This is a ‘student-centred’ rather than a ‘book-centred’ lesson, but still uses the good audio that’s in the book. First the telephoning phrases are noticed by the students in their own way, then you generate a few other phrases by eliciting from the students, and then there is a practice role-play that also allows plenty of student improvisation. So if you want a change from just ‘following the book’ try this – the dynamic in class will be very different, with much higher attention and energy levels.
1 Warmer. I usually write up on the board the names of the two people in the call, and a little information about them taken from the book or the script (eg their company names and jobs). Then I say: ‘You’re going to hear a telephone call between A and B. What do you think is the reason for the call?’. After hearing a few suggestions from the group (but making no comment about whether they are right or not) play the audio once and ask the group if any of the suggestions were indeed right.
2 Now say to the students: ‘We’re going to listen another couple of times.
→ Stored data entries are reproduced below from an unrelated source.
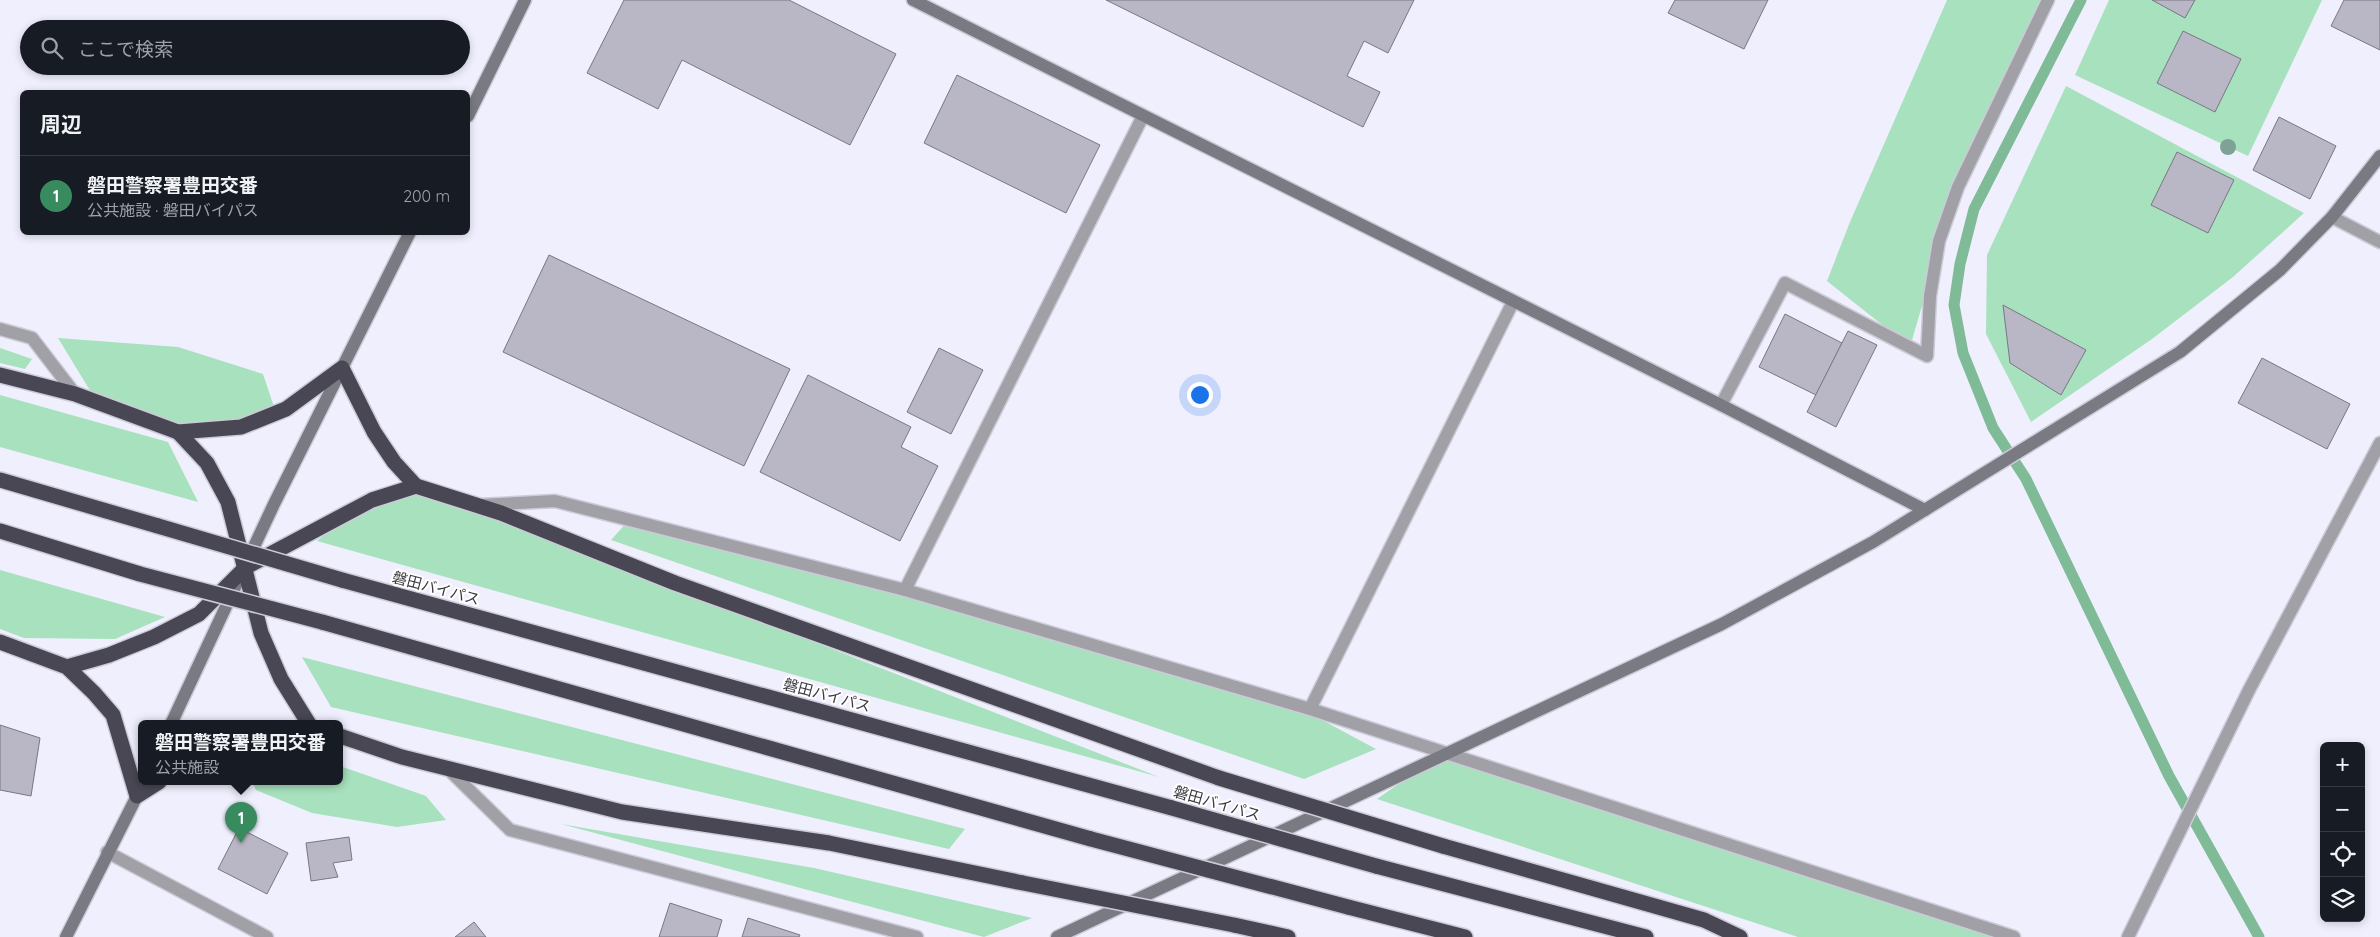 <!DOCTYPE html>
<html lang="ja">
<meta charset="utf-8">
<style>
:root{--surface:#171b24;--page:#20242c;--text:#f1f3f6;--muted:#9ea1a6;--line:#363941;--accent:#378b5e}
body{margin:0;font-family:Quicksand,"Noto Sans JP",sans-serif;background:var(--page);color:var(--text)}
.controls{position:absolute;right:15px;bottom:15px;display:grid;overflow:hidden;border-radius:8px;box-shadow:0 2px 8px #0003}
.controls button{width:45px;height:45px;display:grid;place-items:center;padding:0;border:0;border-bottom:1px solid var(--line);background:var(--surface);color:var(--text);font:25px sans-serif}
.you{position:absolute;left:1199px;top:394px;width:18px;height:18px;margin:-12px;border:4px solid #fff;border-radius:50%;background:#1a73e8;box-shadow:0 0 0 8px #1a73e833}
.badge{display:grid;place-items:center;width:32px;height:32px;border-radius:50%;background:var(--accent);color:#fff;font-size:16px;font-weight:700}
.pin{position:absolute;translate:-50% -41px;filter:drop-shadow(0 1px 2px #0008)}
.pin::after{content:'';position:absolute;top:26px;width:18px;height:15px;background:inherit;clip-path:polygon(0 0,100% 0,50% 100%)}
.popup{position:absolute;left:138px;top:720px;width:205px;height:65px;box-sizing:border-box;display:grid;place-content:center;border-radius:8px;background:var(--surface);filter:drop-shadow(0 1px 4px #0005);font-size:16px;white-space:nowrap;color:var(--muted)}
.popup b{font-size:19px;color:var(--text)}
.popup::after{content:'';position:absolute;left:50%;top:100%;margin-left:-10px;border:10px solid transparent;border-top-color:var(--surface)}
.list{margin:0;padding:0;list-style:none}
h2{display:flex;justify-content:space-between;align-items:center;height:65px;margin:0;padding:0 20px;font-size:21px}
h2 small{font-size:16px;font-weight:400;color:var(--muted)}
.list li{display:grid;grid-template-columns:32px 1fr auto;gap:15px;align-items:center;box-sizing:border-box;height:80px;padding:0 20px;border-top:1px solid var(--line)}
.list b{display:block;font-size:19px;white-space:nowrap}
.list p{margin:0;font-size:16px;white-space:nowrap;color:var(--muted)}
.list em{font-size:16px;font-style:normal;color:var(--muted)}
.icon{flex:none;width:28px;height:28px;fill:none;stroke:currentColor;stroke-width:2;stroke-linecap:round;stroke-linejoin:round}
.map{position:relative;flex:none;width:2380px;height:937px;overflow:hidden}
.search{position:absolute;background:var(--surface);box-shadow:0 2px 8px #0003;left:20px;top:20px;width:450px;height:55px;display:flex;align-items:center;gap:12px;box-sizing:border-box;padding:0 18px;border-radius:28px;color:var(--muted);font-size:19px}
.panel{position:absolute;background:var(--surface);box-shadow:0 2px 8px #0003;left:20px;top:90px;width:450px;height:145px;border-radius:8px}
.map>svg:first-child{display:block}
.green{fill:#a7e1bd}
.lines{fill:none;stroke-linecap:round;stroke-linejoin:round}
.stream{stroke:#7ebb96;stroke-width:11}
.building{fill:#b9b7c5;stroke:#787784}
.street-casing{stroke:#cccbd8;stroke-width:15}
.secondary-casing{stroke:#cccbd8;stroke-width:15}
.highway-casing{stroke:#cccbd8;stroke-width:18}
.street{stroke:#a1a0a6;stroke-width:12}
.secondary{stroke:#7a7a82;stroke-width:12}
.highway{stroke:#494753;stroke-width:15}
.highway-bridge-casing{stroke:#cccbd8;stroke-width:18;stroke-linecap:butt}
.highway-bridge{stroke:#494753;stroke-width:15}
.tree{fill:#7ea396}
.labels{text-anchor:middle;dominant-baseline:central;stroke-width:4;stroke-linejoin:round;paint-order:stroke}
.street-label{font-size:15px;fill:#3a393f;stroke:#fefefe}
</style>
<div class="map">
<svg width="2380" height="937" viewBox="0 0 2380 937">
<rect width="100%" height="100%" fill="#f0effe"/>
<g class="green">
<path d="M1947 0H2048L1948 216 1910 347 1827 281 1850 222Z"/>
<path d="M2109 0H2322L2248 156 2075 75Z"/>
<path d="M2066 86 2304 213 2233 277 2152 339 2031 422 1986 334 1987 255Z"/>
<path d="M58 338 178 347 263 374 276 413 199 430 97 402Z"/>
<path d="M0 348 32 359 25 369 0 363Z"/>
<path d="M0 395 168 442 198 502 0 447Z"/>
<path d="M416 486 1159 777 317 541 357 508Z"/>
<path d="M629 520 1294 705 1376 749 1304 779 611 540Z"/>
<path d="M0 570 165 617 115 639 24 638 0 629Z"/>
<path d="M302 657 965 829 949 849 331 707Z"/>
<path d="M1442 754 2014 937H1798L1377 799Z"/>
<path d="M340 766 426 796 446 820 397 827 312 813 256 790 252 782H340Z"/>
<path d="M561 824 814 868 1032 918 984 937Z"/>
</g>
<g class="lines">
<path class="stream" d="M2081 0 1974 209 1960 264 1954 305 1963 353 1993 428 2026 479 2169 776 2259 937"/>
</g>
<g class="building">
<path d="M624 0H789L896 54 850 145 682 60 658 109 587 73Z"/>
<path d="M1106 0H1414L1388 53 1364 41 1347 76 1380 92 1363 127Z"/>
<path d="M1675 0H1768L1744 49 1668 13Z"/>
<path d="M2152 0H2195L2185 18Z"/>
<path d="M2344 0H2380V50L2331 26Z"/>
<path d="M2183 31 2241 59 2215 112 2157 83Z"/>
<path d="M957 75 1100 145 1066 213 924 143Z"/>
<path d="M2279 117 2336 146 2310 199 2253 170Z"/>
<path d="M2177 152 2234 180 2208 233 2151 205Z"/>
<path d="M549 255 790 369 744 466 503 352Z"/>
<path d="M2003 305 2086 350 2061 395 2010 363Z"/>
<path d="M1785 314 1842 343 1816 395 1759 367Z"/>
<path d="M1848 331 1877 345 1836 427 1807 412Z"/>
<path d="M939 348 983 370 951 434 907 412Z"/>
<path d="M2262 358 2350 404 2327 449 2238 403Z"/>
<path d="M808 375 911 427 901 447 938 466 900 541 760 472Z"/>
<path d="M0 725 40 738 31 796 0 790Z"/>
<path d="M239 828 288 853 267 894 218 869Z"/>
<path d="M349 837 352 860 333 863 338 877 311 881 306 843Z"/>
<path d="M670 903 722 920 717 937H659Z"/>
<path d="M748 918 800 935 799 937H742Z"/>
<path d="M474 922 486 937H455Z"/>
</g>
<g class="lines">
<defs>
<g id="street">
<path d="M2332 217 2380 242"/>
<path d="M0 329 32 338 75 394"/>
<path d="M1721 405 1785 283 1927 356 1930 296 1939 241 1958 187 2048 0"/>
<path d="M481 505 555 501 905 590 1310 709 2014 937"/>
<path d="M905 590 1143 116"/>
<path d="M1310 709 1513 302"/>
<path d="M447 768 510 830 917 937"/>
<path d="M107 852 267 937"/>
<path d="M2128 937 2249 690 2380 443"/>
</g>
<g id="secondary">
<path d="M913 0 1721 405 1925 510"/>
<path d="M468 116 525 0"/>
<path d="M171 724 274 504 410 232"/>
<path d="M66 937 144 782"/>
<path d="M1057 937 1722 624 1873 542 2180 352 2280 270 2332 217 2380 156"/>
</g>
<g id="highway">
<path d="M0 375 75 394 178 432 241 427 286 409 342 368 374 432 394 462 416 486 501 513 675 583 1219 778"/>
<path d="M178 432 207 463 228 502 261 633 281 679 309 724"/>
<path d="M0 480 158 526"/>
<path d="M0 531 140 574"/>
<path d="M342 580 1172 808"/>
<path d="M322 622 1091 839"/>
<path d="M0 642 67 667 94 693 113 715 137 796 159 782"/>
<path d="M67 667 109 655 154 637 199 614 246 567 372 500 416 486"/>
<path d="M340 736 402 757 622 812 829 843 1023 883"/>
<path d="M1443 846 1704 920 1740 937"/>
<path d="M1376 866 1646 937"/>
<path d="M1348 907 1465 937"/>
<path d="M1234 925 1288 937"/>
</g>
</defs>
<use href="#street" class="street-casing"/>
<use href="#secondary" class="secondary-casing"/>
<use href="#highway" class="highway-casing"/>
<use href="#street" class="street"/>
<use href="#secondary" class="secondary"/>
<use href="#highway" class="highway"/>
<defs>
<g id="highway-bridge">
<path d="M158 526 342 580"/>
<path d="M140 574 322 622"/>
<path d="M1219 778 1443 846"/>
<path d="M1172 808 1376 866"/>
<path d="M1091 839 1348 907"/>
<path d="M1023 883 1234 925"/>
</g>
</defs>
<use href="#highway-bridge" class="highway-bridge-casing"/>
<use href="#highway-bridge" class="highway-bridge"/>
</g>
<circle class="tree" cx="2228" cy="147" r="8"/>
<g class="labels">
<g class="street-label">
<text transform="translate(436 588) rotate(15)">磐田バイパス</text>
<text transform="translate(827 695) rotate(15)">磐田バイパス</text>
<text transform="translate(1217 803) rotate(16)">磐田バイパス</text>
</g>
</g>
</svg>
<div class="controls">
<button>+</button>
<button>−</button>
<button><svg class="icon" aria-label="locate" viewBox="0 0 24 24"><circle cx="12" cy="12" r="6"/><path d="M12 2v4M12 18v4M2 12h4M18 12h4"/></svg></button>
<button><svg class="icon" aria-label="layers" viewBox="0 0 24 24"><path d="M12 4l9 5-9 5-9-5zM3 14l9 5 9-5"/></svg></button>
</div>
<div class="you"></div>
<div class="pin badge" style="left:241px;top:843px">1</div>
<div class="popup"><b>磐田警察署豊田交番</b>公共施設</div>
<div class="search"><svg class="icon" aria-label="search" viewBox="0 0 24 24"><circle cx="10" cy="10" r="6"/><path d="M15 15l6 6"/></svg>ここで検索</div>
<section class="panel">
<h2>周辺<small></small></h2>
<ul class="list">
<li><span class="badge">1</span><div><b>磐田警察署豊田交番</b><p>公共施設 · 磐田バイパス</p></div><em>200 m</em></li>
</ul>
</section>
</div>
I want you to make a few notes about the content of the call. Just a few facts or figures, what they talk about, their decisions, whatever.’ Then play the audio again, two times, and let them make notes.
3 Put the students into pairs and let them briefly compare what they heard.
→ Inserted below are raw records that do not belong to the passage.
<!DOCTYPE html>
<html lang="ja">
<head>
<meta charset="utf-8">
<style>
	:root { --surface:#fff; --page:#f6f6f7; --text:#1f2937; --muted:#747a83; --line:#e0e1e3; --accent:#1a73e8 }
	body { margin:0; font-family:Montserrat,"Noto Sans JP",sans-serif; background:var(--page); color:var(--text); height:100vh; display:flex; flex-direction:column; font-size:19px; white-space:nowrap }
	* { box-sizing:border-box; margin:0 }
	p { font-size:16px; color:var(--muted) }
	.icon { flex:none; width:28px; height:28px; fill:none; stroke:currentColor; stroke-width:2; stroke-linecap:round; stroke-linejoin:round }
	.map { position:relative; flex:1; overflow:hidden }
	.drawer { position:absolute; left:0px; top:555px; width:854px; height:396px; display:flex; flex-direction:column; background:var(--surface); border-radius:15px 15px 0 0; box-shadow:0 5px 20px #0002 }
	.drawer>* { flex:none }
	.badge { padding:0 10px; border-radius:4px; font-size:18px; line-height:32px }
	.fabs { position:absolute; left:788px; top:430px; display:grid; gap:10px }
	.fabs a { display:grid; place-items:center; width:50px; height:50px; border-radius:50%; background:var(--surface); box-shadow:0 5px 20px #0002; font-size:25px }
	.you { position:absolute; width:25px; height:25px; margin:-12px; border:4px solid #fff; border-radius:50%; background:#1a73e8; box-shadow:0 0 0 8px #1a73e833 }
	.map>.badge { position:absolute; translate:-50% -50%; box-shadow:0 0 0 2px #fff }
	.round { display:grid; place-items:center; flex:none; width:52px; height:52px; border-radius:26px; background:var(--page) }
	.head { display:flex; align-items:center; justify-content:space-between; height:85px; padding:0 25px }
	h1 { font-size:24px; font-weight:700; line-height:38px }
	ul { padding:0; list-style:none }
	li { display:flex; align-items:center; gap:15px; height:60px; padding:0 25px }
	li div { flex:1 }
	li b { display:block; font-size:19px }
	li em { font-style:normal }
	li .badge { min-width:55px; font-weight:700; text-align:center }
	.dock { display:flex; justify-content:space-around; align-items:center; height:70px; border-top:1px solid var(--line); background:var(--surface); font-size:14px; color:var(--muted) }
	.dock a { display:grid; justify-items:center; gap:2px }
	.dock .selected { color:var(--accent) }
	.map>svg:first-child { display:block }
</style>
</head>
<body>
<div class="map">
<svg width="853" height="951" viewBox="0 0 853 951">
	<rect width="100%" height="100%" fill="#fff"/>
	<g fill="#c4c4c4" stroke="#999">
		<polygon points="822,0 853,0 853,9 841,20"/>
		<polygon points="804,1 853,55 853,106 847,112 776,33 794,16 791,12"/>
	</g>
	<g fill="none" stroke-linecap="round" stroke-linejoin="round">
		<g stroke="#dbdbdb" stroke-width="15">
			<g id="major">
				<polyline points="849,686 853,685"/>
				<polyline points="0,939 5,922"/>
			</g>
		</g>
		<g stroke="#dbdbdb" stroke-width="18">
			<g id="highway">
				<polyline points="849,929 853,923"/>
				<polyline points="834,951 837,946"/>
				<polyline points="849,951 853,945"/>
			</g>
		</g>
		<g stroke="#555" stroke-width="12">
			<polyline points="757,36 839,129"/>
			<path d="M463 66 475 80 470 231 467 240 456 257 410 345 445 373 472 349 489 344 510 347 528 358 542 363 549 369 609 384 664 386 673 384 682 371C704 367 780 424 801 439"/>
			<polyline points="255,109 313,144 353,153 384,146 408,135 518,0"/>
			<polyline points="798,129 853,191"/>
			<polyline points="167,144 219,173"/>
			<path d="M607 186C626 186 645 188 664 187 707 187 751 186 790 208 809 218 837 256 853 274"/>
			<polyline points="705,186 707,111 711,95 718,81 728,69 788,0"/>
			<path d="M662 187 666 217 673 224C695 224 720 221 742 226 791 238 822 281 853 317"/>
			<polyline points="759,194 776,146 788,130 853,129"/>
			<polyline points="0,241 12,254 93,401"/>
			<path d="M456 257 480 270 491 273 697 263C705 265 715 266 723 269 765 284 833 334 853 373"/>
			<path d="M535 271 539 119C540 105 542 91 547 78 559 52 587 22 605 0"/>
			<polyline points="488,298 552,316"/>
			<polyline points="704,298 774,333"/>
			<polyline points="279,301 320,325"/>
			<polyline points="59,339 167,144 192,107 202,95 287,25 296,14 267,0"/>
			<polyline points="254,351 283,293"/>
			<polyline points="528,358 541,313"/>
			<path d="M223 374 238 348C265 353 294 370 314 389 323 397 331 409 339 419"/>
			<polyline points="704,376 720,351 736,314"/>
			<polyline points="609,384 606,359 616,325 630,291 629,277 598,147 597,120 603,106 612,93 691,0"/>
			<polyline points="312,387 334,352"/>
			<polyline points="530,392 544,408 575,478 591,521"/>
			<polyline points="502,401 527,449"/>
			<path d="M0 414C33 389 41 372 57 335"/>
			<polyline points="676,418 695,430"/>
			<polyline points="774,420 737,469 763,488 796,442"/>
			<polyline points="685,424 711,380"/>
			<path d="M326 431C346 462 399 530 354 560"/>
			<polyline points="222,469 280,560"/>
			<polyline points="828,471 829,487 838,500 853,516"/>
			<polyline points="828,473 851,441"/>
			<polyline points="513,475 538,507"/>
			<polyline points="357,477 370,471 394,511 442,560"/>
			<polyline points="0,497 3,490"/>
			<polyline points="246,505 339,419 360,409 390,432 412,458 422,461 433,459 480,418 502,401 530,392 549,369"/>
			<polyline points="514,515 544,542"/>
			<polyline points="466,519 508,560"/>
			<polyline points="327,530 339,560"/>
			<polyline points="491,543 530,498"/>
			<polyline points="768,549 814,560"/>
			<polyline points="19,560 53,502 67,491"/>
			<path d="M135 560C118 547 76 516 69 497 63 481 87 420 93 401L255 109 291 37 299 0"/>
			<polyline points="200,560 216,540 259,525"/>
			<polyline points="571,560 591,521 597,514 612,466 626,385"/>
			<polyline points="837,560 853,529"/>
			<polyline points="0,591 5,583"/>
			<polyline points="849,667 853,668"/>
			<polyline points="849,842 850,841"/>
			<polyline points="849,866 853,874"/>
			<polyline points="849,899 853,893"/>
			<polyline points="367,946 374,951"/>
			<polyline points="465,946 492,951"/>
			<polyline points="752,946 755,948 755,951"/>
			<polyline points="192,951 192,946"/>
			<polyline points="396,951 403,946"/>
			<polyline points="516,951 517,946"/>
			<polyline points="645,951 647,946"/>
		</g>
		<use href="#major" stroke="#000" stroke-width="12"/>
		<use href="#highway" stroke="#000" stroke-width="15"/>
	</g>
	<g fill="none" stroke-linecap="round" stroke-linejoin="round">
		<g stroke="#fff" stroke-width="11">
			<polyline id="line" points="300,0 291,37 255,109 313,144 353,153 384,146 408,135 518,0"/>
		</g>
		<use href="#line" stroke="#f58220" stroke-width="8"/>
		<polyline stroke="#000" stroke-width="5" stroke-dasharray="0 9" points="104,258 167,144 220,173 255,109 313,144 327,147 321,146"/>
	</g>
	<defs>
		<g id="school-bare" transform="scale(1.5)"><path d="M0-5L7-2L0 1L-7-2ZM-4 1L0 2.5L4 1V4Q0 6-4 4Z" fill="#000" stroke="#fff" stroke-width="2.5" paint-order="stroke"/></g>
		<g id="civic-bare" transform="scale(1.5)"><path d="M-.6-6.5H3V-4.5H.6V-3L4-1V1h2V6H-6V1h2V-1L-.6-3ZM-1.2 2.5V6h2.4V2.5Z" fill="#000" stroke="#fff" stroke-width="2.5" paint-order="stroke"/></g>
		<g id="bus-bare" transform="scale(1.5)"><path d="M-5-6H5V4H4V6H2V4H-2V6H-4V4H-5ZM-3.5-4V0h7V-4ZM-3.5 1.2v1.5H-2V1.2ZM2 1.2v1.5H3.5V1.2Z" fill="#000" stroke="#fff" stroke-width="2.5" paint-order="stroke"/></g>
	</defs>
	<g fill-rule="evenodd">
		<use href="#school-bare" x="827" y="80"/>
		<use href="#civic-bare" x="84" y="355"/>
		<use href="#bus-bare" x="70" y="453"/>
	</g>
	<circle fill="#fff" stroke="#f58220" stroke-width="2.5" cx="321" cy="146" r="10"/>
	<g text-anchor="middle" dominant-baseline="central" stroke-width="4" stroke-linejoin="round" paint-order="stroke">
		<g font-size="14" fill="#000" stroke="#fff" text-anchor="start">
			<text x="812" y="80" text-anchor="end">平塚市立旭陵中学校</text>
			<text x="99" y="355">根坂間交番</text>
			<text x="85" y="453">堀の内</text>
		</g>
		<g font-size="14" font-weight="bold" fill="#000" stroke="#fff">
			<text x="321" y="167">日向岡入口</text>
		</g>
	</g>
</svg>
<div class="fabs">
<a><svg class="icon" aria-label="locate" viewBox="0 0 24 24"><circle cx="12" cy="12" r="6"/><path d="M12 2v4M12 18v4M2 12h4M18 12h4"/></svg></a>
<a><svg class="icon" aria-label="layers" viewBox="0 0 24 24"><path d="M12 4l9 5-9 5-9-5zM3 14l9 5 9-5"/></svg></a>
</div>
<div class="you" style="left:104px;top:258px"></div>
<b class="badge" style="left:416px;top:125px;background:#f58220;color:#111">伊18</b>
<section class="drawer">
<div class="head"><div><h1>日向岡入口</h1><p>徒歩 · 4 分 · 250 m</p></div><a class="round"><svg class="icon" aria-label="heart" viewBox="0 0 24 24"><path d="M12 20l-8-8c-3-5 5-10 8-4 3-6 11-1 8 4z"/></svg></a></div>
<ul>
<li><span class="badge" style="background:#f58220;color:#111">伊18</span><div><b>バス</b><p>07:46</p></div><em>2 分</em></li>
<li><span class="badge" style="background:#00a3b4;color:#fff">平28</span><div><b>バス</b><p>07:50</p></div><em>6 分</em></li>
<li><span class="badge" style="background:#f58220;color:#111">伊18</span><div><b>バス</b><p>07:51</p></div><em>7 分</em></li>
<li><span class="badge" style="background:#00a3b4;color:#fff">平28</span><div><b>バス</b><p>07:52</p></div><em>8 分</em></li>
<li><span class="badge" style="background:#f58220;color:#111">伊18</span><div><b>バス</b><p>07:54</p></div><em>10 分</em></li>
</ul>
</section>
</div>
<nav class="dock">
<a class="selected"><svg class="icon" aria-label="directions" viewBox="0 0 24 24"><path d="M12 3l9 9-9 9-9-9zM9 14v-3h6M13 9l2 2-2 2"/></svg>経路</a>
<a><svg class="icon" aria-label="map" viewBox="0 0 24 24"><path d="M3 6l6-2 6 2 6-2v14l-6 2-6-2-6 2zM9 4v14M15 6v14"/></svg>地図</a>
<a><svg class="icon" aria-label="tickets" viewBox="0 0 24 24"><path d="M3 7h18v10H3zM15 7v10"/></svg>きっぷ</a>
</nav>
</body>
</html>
4 Hand out the script and let the students read through silently and check their comprehension. Take very brief class feedback on what they got right/wrong, and explain any difficult vocabulary.
5 Now ask the students, working individually, to go through the script and underline ‘all the phrases that are useful for telephoning’. Don’t define this any further – let them decide. Allow time for them to do this.
6 Again, they can check in pairs to see if they underlined similar phrases.
7 Working as a whole class, go through the script slowly, taking feedback on what the students underlined. On a few appropriate occasions, elicit and write on the board some alternatives. Eg: ‘What other phrases would be good to start the call in a friendly way?’ / ‘What other phrases could you use to check information?’ / ‘Do you know another way to suggest a time to meet?’ etc.
8 Now tell the students that they are going to do a similar role-play. Establish a scenario: make it very similar to the one they have just studied, but introduce just one small difference (I do this just to signal to the students that they can improvise if they want to). It might be that A and B are from a different kind of company/are talking about a different product/finally arrange to meet next month rather than next week/whatever.
9 Set up the role play. Divide the students into pairs and ask them to sit back to back (essential). Tell them to use their real names in the call, and allocate A/B roles, reminding them briefly about the roles, why the call is being made etc. Remind them that it is not a memory exercise and that they can improvise in whatever way they want. Check that the students know who is going to speak first (ie who is the person receiving the call) and what their opening line will be. Finally tell them to get out their mobile phones and hold them to their ears (essential). Now make a telephone ringing noise from the front of the class as a signal to begin.
(Note: I personally ignore the issue of whether to have the original scripts visible on the desk. In the past I used to ask students to turn them over before starting, but this introduced an unnecessary tension. Now I just don’t say anything, and in fact students nearly always ignore the scripts once they are ‘into’ the call and focussing on the interaction. If they do want to occasionally read a phrase from the script, fine.)
10 Withdraw eye contact and start circulating with unobtrusive body language making notes for feedback. Let the students do the RP.
11 (optional) If you notice one pair really enjoying themselves, then when everyone finishes you could ask that pair to perform their RP again for the whole class.
12 Have a language feedback slot.
In the next class, or after the break, the students can do the same RP again, either changing partners, or roles, or both. Try all these options on different occasions and notice the effects on accuracy/fluency/complexity/fun.
I’m really pleased that I came across this site and I’ve immediately taken something away from this first technique on telephone role-playing. I can relate to this subject perfectly as I have a couple of very capable but very shy and quiet students with whom I’ve been working recently on telephone exhange with English speaking colleagues. As the piece implies, the audio dialogues can often be excellent but this highlights a few little tweaks in technique which can spice things up a bit and detract from the usual ‘following the book’ approach. In my more flambouyant groups I will try the ‘sitting back-to-back’ exercise but I’d need to test this out on the less serious ones. Thanks for these thought-provoking tips.
I really enjoyed this. Of course it has been quite some time since I taught a business course but they were always my favourite. Telephoning in English was very often a major difficulty for my students and I tried hard to give them strategies for improving their chances of concluding successful phone calls. Many of these focussed on reformulation or phrases to encourage reformulation by the other speaker.
I liked the structure of your lesson and the essential use of their mobile phones. In the past I often put students in seperate rooms to try and get that little bit of realism into the task….but of course this meant me tearing from one room to the next and only hearing part of each call!
If I have to do some emergency cover on a business course in the near future, I’ll try this out. Thanks!